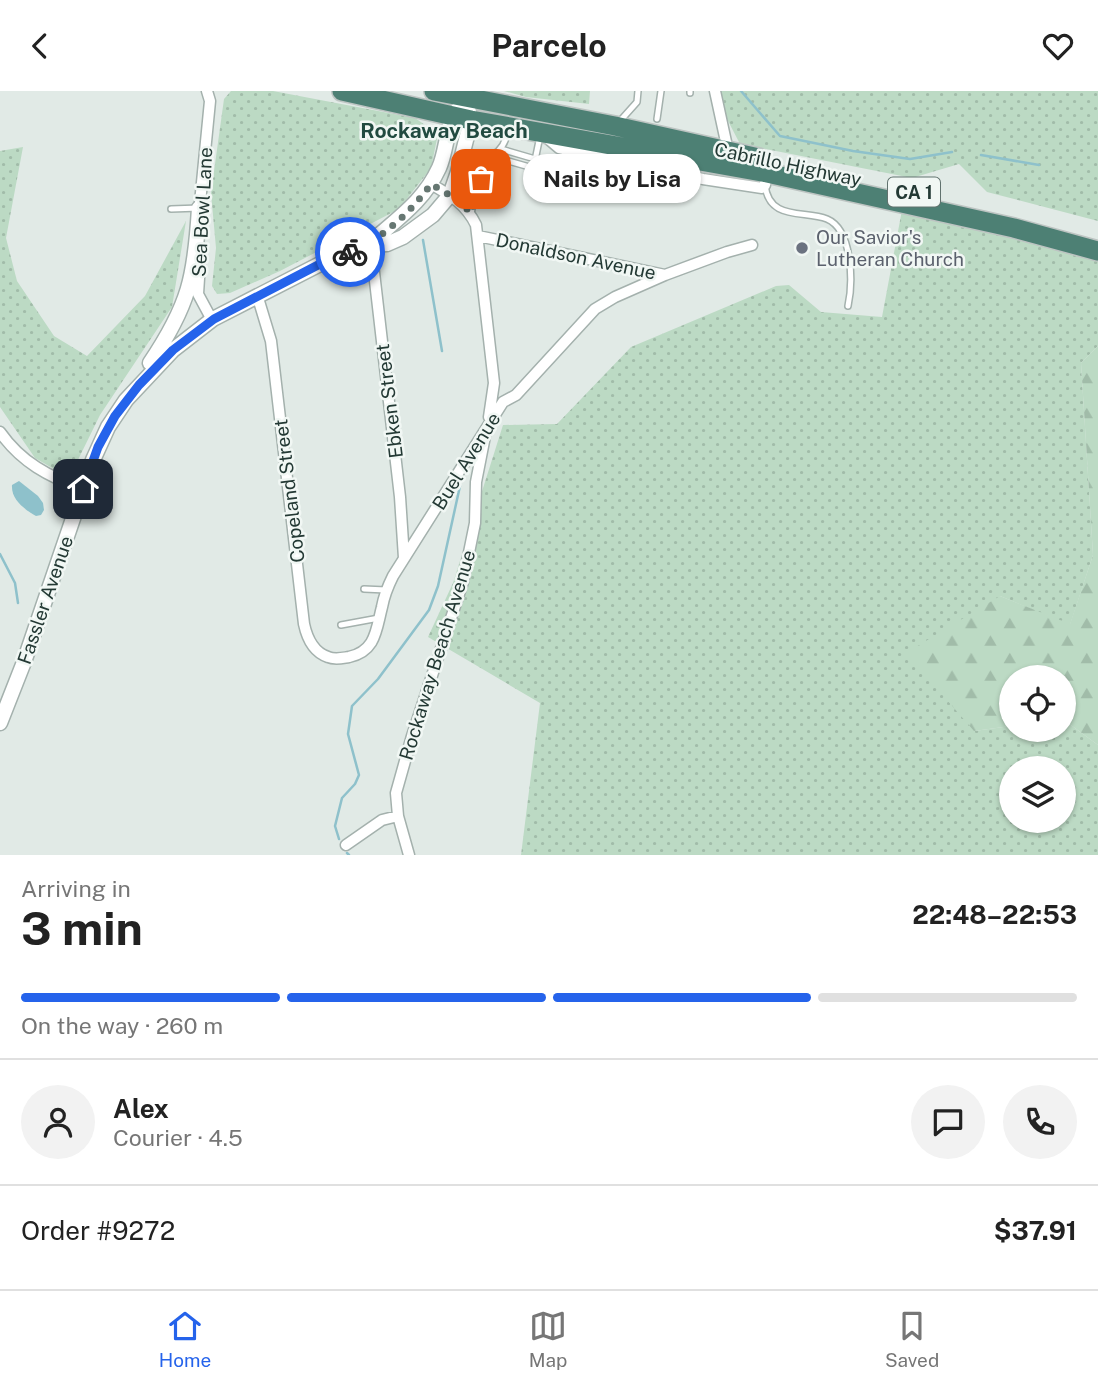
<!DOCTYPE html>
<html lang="en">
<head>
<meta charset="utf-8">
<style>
	body { margin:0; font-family:"Public Sans",sans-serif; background:#f2f2f2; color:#222; height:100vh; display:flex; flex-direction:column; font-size:26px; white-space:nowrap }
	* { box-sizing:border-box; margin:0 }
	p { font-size:23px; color:#767676 }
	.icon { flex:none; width:38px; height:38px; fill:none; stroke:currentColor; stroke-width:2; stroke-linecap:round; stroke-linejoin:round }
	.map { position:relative; height:764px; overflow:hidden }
	.details { display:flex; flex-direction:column; background:#fff; flex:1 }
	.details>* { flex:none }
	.controls { position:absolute; left:999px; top:574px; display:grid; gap:14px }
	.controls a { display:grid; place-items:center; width:77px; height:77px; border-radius:50%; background:#fff; box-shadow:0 2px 5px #0004; font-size:35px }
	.pin { position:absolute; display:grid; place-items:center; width:60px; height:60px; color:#fff; margin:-30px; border-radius:14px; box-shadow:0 4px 10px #0006 }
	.courier { position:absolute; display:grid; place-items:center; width:70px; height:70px; margin:-35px; border:5px solid #2563eb; border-radius:50%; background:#fff; color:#222; box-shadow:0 2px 9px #0007 }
	.bubble { position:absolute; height:49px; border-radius:24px; background:#fff; box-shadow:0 2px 5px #0004; font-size:23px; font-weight:700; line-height:49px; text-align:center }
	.headline em { font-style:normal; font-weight:700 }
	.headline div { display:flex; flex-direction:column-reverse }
	.headline { display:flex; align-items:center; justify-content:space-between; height:119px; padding:0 21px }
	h1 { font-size:46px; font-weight:700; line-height:52px }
	.bar { display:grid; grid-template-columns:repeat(4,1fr); gap:10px 7px; align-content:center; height:84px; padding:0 21px }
	.bar i { height:9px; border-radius:5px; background:#e0e0e0 }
	.bar .selected { background:#2563eb }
	.bar p { grid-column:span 4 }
	.line { display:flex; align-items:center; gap:18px; padding:0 21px; border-top:2px solid #e0e0e0 }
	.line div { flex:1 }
	.round { display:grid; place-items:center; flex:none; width:74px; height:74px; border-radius:37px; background:#f2f2f2 }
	header { display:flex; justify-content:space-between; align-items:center; height:91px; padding:0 21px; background:#fff; font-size:32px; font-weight:700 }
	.menu { display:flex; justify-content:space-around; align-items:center; height:98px; border-top:2px solid #e0e0e0; background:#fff; font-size:19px; color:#767676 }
	.menu a { display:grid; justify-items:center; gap:4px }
	.menu .selected { color:#2563eb }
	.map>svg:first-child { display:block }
	.grass { fill:url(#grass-dots); fill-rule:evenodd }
	.forest { fill:url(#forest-firs) }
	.water { fill:#8ec1cb }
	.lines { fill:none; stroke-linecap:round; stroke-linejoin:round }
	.stream { stroke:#8ec1cb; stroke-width:2.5 }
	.service-casing { stroke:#a4b1ad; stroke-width:8 }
	.minor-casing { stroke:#a4b1ad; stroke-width:13 }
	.tertiary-casing { stroke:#a4b1ad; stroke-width:17 }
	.trunk-casing { stroke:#bdc4c2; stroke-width:22 }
	.service { stroke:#fff; stroke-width:5 }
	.minor { stroke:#fff; stroke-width:10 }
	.tertiary { stroke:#fff; stroke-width:14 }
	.trunk { stroke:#4d8074; stroke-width:19 }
	.done { stroke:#667772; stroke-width:7; stroke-dasharray:0 12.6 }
	.route { stroke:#2563eb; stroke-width:9 }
	.worship-dot { fill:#6b7280; stroke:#f1f7f4; stroke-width:2.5 }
	.labels { text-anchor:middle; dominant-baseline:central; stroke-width:5; stroke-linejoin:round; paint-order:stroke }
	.shield { fill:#f1f7f4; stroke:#61726e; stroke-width:2 }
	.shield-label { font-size:18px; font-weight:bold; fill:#233934 }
	.street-label { font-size:19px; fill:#233934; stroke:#f1f7f4 }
	.worship-label { font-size:19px; fill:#5b616d; stroke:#f1f7f4; text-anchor:start }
	.neighbourhood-label { font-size:21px; font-weight:bold; fill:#214a40; stroke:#f1f7f4 }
</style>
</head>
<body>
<header><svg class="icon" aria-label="back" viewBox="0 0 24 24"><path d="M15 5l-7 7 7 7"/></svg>Parcelo<svg class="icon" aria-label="heart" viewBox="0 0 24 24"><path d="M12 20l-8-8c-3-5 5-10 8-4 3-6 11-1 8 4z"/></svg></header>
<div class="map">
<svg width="1098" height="764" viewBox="0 0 1098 764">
	<defs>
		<pattern id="grass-dots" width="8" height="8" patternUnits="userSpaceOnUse" patternTransform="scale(1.75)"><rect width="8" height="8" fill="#bcdac4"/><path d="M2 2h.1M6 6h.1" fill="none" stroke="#a1bca9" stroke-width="1.8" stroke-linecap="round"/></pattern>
		<pattern id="forest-firs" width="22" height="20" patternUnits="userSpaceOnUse" patternTransform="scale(1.75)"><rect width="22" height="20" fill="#bcdac4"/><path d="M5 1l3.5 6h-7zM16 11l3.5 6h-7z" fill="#a1bca9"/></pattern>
	</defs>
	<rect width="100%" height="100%" fill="#e1eae6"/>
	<path class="grass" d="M231,0H273L415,27L438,43L431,77L399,118L280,180L230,202L217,203L212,195L216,157L211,102L224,8Z
		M504,0H590L589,13L526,6Z
		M721,0H1098V130L987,101L959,73L912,87L740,53L726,26Z
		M23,56L6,147L17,190L54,245L87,265L145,205L186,130L172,216L100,324L74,377L66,385L35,367L0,316V60Z
		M902,119L1098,165V255L1081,272L1093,464L1070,534L1000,505L974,640L1011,635L1012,639H1064V629L1098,654V764H521L540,612L428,546L453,492L503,334L557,333L631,256L776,195L789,194L821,221L882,226ZM1012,677H1064V730H1012Z"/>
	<path class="forest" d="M1098,255V654L1064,629V586H1012L1011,635L974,640L906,562L1000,505L1070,533L1093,464L1081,272Z"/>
	<path class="water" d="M19,390L38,405L43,412L44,419L41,424L36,425C24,418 11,409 12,394Z"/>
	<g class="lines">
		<path class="stream" d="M741,0L780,45L853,60L910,68L952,61
			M981,64L1039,74
			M423,149L442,260
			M0,463L15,492L18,512
			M339,748L335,735L342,707L355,693L359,684L348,643L352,615L378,588L429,519L438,495L460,395
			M347,762L349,764"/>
		<g class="service-casing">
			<path id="service" d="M690,2V0
				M657,28L661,0
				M620,30L637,11L638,0
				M501,58L535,68
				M491,65L533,77
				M462,67C486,72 504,64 508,39
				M532,84L540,45
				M570,90L575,61
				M765,94C769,130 804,119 827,128C853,139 853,192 848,215
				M171,118L199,117
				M471,122L480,87
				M364,498L386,499
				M341,534L379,527"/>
		</g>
		<g class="minor-casing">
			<path id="minor" d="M715,0L728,60
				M546,46L559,57L703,88L762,97L765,94L767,82
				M431,93C450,104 466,113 476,134L494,292L489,326
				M199,122L210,10L207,0
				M478,145L665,184
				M368,154L372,164L400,406L404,467
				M201,156L198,203L212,229
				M258,207L271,250L304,533C307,547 313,561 328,566C335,569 342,567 349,566C376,560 376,539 382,516C384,505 388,495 393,485L503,311L516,304L595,218L615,206L665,184L727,161L752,154
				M0,341C21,371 49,386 83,398
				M346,754L382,729L398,725
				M409,764L398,725L396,702L412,645L463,491L475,432L476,391L485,345"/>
		</g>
		<g class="tertiary-casing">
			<path id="tertiary" d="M368,154C395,129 423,112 439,77C447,59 446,36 457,19
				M150,272C189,214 195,186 199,117
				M0,632L24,571L93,369L108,336L126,309L173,259L213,228L326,170L368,154L387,153L403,146L433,124L450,104L458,81L471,29L465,6"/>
		</g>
		<g class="trunk-casing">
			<path id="trunk" d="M342,0L471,29L767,82L1014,137L1098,160
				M434,0L615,35L759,67"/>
		</g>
		<use href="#service" class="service"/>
		<use href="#minor" class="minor"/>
		<use href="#tertiary" class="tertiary"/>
		<use href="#trunk" class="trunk"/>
	</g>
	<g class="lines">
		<path class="done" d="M350,161C381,149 412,120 431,93L458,109L471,122L481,88"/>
		<path class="route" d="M83,398L98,356L115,325L139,294L173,259L214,228L318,174L350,161"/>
	</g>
	<circle class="worship-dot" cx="802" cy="157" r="7"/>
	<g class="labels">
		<rect class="shield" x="888" y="86.5" width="52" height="29" rx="5"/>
		<g class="shield-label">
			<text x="914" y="101">CA 1</text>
		</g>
		<g class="street-label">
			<text transform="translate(788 73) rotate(12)">Cabrillo Highway</text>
			<text transform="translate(202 121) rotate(-87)">Sea Bowl Lane</text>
			<text transform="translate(576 165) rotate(12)">Donaldson Avenue</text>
			<text transform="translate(389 310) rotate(-97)">Ebken Street</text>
			<text transform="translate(466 370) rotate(-58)">Buel Avenue</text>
			<text transform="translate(289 400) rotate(-97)">Copeland Street</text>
			<text transform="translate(45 509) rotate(-71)">Fassler Avenue</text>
			<text transform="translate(437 564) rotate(-73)">Rockaway Beach Avenue</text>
		</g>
		<g class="worship-label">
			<text x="816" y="146">Our Savior's<tspan x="816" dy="22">Lutheran Church</tspan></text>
		</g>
		<g class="neighbourhood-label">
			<text x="444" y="39">Rockaway Beach</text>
		</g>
	</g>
</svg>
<div class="controls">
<a><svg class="icon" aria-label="locate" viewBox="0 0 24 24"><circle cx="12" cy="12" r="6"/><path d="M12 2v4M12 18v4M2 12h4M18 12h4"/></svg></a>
<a><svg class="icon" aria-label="layers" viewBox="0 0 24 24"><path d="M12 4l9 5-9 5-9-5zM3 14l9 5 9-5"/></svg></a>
</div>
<div class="pin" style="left:481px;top:88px;background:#ea580c"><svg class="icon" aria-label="bag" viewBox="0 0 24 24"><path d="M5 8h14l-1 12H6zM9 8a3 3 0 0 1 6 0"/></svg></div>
<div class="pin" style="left:83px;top:398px;background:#1f2937"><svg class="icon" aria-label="home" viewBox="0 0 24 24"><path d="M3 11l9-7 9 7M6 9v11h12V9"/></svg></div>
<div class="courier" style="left:350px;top:161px"><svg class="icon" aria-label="bike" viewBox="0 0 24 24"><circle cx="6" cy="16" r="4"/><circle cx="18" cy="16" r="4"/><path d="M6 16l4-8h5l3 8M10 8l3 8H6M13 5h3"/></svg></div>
<div class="bubble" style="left:523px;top:63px;width:178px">Nails by Lisa</div>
</div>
<section class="details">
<div class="headline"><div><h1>3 min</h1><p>Arriving in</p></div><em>22:48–22:53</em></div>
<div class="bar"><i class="selected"></i><i class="selected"></i><i class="selected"></i><i></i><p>On the way · 260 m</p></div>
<div class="line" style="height:126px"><a class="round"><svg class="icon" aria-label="person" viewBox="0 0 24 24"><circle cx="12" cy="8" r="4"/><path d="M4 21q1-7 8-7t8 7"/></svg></a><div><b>Alex</b><p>Courier · 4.5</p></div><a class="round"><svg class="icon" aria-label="chat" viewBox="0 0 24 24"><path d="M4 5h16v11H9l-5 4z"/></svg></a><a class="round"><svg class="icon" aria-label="phone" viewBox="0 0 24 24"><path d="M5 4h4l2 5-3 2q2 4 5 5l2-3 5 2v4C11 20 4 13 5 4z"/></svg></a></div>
<div class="line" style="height:91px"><div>Order #9272</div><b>$37.91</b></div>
</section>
<nav class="menu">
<a class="selected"><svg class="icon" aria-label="home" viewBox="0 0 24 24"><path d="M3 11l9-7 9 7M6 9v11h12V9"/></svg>Home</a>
<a><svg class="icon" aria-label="map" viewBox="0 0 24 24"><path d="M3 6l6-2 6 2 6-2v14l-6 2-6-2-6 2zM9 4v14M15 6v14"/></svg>Map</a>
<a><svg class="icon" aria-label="saved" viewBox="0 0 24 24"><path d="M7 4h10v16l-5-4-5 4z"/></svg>Saved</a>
</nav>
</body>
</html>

--- --- ---

- _Exercise description_:
From the first line of the entries above through the line with "background:#f2f2f2; color:#222; height:100vh;", set down each line exactly and drop the pictures.

- _Written answer_:
<!DOCTYPE html>
<html lang="en">
<head>
<meta charset="utf-8">
<style>
	body { margin:0; font-family:"Public Sans",sans-serif; background:#f2f2f2; color:#222; height:100vh; display:flex; flex-direction:column; font-size:26px; white-space:nowrap }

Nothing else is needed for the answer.